▶ **DATASET CONTENT**:
========================================

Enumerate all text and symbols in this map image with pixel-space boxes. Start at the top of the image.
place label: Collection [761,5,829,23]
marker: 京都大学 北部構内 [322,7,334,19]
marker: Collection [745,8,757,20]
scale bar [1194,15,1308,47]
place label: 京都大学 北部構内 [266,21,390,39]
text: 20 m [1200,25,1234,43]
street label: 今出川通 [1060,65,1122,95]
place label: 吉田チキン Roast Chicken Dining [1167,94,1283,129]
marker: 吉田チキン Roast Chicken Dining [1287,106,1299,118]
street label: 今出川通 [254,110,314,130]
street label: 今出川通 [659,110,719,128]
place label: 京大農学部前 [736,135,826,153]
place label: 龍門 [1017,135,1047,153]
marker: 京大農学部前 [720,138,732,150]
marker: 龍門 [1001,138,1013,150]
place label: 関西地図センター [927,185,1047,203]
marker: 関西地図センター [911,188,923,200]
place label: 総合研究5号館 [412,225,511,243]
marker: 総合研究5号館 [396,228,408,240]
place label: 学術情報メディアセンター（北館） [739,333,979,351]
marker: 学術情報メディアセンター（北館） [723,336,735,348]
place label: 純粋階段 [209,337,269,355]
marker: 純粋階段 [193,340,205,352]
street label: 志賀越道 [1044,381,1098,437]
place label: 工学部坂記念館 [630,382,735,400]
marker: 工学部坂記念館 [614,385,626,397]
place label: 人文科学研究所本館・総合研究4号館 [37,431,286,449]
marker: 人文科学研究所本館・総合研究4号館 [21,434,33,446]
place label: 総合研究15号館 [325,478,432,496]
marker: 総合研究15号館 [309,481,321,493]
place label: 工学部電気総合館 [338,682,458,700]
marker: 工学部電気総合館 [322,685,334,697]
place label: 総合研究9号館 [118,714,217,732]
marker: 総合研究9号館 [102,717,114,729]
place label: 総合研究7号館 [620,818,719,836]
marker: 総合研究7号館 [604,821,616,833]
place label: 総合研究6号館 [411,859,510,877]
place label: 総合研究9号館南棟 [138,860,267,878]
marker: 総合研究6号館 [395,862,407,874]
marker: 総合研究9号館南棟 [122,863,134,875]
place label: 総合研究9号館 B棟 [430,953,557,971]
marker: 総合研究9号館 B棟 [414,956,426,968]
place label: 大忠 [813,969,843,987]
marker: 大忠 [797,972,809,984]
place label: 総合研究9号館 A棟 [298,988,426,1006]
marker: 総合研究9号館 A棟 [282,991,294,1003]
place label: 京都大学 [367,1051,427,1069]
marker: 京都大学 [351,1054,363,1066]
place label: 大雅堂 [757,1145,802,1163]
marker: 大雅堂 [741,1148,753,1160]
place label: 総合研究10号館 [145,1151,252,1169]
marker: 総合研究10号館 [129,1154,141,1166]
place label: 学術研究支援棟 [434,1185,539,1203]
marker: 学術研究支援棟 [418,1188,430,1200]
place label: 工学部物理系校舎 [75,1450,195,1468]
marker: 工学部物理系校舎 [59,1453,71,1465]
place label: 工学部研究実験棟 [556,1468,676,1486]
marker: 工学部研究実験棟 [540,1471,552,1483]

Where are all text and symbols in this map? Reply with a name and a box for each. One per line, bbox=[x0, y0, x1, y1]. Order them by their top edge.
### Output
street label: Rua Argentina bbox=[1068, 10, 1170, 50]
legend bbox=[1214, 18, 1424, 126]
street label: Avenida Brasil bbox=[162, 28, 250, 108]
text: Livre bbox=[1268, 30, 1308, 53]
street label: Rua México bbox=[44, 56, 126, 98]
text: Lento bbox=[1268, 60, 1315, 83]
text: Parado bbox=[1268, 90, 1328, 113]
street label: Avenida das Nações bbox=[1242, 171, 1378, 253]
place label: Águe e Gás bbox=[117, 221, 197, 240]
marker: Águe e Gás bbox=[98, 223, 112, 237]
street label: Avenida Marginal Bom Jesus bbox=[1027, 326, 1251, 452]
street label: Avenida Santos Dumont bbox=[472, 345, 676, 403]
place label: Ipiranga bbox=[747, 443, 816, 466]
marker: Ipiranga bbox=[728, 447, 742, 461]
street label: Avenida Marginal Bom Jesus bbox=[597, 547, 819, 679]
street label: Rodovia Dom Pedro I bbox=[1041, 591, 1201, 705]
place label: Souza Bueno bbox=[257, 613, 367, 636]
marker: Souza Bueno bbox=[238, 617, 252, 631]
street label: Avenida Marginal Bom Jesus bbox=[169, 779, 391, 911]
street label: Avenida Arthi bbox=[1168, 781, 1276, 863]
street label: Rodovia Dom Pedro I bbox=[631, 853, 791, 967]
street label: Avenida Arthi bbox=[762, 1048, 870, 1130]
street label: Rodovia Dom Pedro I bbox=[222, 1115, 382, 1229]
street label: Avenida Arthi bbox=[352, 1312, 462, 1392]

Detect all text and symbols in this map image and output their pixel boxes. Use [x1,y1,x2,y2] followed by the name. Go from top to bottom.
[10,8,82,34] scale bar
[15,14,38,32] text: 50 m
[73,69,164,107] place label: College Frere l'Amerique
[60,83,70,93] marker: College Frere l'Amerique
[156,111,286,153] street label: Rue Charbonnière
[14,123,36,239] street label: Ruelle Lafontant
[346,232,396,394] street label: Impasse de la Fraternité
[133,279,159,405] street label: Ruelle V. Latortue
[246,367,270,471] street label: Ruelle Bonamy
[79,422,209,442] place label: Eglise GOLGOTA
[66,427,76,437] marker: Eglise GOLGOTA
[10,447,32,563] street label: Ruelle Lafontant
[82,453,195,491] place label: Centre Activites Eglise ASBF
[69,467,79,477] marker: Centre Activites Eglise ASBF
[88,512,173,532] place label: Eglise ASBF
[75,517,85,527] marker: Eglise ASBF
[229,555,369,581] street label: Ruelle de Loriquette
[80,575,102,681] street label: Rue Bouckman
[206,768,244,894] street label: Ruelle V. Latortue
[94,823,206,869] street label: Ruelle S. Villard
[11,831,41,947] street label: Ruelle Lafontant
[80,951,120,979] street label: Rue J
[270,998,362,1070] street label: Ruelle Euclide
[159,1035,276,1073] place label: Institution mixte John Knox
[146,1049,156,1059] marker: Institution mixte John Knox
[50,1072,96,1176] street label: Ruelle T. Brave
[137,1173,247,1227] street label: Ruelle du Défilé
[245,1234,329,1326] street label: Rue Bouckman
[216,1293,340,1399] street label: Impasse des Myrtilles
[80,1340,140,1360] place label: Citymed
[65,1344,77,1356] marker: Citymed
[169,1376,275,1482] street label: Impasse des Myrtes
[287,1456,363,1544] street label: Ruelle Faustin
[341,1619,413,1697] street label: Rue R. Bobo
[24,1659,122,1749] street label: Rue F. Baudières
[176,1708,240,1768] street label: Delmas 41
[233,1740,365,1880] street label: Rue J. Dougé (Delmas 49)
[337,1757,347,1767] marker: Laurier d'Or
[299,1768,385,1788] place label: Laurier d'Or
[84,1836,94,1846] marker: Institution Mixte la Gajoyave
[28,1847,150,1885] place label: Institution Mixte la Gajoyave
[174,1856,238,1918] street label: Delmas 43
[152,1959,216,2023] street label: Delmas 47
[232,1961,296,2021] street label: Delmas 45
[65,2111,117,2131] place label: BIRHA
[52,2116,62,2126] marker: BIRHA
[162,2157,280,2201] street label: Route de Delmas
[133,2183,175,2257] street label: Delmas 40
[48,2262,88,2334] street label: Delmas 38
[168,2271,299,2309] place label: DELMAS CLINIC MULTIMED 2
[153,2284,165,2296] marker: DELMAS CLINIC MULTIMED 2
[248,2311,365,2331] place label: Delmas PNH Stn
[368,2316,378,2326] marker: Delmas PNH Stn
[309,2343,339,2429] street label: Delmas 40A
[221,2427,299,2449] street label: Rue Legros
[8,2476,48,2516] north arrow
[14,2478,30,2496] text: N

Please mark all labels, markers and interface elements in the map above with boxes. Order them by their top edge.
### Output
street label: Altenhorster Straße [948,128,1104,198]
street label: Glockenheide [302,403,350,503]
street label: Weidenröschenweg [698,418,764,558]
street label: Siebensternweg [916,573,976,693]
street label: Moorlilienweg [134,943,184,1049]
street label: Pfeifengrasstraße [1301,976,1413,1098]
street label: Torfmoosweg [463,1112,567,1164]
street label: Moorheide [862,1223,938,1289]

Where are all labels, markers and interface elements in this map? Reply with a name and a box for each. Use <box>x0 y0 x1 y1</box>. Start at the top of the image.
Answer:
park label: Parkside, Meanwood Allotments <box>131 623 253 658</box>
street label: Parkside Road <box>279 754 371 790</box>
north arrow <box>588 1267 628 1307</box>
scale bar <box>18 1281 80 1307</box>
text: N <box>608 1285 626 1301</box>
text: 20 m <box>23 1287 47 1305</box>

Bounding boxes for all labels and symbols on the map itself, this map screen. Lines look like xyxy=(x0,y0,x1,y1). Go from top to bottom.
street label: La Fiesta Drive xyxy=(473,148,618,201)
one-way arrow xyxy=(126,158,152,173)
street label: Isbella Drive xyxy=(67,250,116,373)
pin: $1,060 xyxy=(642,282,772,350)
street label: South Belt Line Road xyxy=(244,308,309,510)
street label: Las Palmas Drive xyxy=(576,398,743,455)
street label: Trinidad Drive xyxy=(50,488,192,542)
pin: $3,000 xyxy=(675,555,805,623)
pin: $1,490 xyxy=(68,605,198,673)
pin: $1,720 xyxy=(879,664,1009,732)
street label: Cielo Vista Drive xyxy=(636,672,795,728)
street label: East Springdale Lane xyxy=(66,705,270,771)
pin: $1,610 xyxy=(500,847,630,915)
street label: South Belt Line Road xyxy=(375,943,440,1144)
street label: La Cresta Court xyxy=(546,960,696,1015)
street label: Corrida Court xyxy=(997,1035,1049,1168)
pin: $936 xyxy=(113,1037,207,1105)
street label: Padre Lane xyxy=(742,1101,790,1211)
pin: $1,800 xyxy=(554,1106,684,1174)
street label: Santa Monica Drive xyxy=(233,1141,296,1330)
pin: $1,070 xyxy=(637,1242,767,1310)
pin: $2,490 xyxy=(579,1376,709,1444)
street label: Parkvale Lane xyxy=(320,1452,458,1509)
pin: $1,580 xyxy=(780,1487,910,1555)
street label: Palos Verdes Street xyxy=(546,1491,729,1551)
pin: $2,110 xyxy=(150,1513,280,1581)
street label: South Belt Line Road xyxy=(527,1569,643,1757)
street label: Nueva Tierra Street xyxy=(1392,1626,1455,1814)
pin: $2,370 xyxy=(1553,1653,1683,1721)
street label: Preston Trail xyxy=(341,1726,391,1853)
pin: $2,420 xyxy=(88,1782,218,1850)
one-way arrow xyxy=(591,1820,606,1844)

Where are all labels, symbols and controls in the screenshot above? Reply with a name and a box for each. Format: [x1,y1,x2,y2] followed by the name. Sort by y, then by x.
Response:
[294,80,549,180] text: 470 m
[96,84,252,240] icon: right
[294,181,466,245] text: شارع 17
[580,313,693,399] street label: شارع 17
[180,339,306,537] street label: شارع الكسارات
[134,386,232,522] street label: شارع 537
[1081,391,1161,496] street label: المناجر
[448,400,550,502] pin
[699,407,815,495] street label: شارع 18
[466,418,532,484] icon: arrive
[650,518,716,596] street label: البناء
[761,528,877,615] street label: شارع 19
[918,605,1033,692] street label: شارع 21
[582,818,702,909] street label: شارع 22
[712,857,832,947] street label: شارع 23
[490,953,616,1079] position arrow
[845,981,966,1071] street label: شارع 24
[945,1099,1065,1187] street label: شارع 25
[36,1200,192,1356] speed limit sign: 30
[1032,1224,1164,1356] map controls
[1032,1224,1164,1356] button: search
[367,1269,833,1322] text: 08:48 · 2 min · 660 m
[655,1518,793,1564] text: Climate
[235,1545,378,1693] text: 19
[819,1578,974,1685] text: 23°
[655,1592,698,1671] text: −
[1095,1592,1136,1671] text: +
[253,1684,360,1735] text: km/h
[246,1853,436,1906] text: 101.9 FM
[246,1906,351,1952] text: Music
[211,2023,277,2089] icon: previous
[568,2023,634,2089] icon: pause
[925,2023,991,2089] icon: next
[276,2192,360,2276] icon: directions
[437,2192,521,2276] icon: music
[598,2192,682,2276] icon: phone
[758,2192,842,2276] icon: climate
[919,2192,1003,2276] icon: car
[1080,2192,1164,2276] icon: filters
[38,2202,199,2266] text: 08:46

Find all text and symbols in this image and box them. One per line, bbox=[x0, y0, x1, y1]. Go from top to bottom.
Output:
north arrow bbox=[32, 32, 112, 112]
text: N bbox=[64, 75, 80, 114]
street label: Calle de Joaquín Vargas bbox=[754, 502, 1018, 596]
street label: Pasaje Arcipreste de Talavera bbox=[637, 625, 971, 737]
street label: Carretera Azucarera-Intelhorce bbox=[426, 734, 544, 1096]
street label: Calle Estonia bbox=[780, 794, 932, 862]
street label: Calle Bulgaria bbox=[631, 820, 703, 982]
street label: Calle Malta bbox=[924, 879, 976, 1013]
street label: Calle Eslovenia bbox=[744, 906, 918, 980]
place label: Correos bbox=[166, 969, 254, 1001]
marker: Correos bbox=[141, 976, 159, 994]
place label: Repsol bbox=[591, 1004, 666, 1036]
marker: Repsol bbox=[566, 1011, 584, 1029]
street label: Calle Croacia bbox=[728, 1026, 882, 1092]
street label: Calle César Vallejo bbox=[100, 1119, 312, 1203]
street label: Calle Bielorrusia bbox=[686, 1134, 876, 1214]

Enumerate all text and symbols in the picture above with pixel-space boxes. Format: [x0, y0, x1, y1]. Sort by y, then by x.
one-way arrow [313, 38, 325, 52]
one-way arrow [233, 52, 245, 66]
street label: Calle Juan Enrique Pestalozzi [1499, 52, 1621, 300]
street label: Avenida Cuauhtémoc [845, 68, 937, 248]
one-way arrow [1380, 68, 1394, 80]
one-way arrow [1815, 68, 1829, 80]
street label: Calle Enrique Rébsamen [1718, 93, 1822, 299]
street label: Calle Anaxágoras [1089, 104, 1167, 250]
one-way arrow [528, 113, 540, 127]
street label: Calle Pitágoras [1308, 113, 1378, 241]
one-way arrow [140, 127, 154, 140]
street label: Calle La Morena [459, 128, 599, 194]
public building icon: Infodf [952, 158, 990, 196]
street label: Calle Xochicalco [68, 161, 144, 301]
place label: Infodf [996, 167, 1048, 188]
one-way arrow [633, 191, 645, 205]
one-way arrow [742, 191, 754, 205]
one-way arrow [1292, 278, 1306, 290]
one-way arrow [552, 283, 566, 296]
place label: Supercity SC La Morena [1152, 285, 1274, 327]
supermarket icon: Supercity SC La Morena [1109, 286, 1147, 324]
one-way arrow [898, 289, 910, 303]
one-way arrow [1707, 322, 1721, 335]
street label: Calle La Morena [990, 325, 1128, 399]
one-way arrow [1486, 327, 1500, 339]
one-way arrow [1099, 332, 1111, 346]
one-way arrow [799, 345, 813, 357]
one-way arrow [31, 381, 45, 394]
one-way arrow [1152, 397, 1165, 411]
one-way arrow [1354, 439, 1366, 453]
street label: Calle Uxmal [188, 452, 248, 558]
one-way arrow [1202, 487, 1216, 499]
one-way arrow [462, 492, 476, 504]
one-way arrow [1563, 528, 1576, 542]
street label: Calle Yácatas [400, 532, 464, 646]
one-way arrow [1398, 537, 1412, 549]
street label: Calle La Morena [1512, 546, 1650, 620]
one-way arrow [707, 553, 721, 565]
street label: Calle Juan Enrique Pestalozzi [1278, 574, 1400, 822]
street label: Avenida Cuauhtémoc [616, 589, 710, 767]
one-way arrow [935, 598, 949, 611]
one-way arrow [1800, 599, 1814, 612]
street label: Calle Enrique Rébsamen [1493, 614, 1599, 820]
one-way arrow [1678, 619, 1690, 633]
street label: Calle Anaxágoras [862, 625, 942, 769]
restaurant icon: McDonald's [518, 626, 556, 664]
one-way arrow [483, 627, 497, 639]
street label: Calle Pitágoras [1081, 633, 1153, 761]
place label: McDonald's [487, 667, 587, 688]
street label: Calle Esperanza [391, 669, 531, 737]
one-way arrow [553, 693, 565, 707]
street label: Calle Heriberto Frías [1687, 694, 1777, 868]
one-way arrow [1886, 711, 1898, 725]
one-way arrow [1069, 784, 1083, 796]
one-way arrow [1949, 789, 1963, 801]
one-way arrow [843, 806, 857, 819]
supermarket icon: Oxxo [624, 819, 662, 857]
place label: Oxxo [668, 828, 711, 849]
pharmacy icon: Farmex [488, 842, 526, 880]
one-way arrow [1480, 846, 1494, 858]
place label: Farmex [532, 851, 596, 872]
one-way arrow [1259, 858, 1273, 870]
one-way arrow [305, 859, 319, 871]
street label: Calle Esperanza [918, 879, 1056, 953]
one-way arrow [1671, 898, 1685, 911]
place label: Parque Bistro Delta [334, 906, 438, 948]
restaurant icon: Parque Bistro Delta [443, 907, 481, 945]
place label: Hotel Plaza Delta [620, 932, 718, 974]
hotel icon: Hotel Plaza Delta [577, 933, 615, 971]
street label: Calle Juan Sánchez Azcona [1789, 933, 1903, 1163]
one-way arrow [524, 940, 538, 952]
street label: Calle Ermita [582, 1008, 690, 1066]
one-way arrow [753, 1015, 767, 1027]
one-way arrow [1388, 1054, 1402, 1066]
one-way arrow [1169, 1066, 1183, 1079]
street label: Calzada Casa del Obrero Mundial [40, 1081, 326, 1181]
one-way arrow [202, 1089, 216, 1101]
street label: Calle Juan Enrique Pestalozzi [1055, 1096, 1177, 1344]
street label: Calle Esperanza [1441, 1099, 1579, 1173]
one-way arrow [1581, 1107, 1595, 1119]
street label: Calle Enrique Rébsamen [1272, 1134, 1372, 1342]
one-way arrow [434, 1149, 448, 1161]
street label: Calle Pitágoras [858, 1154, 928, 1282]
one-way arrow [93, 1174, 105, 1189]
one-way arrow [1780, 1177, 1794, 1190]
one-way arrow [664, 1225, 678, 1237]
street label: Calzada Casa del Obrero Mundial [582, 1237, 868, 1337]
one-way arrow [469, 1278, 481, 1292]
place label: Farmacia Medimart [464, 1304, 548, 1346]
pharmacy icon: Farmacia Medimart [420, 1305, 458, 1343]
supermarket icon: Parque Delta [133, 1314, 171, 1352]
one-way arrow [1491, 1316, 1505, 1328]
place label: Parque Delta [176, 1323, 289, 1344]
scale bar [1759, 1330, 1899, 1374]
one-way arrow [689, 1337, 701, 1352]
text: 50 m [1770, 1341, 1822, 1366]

========================================

▶ **ACTIVITY**: Return from the data every line that holds "Bueno".

▶ **EXERCISE RESPONSE**:
place label: Souza Bueno bbox=[257, 613, 367, 636]
marker: Souza Bueno bbox=[238, 617, 252, 631]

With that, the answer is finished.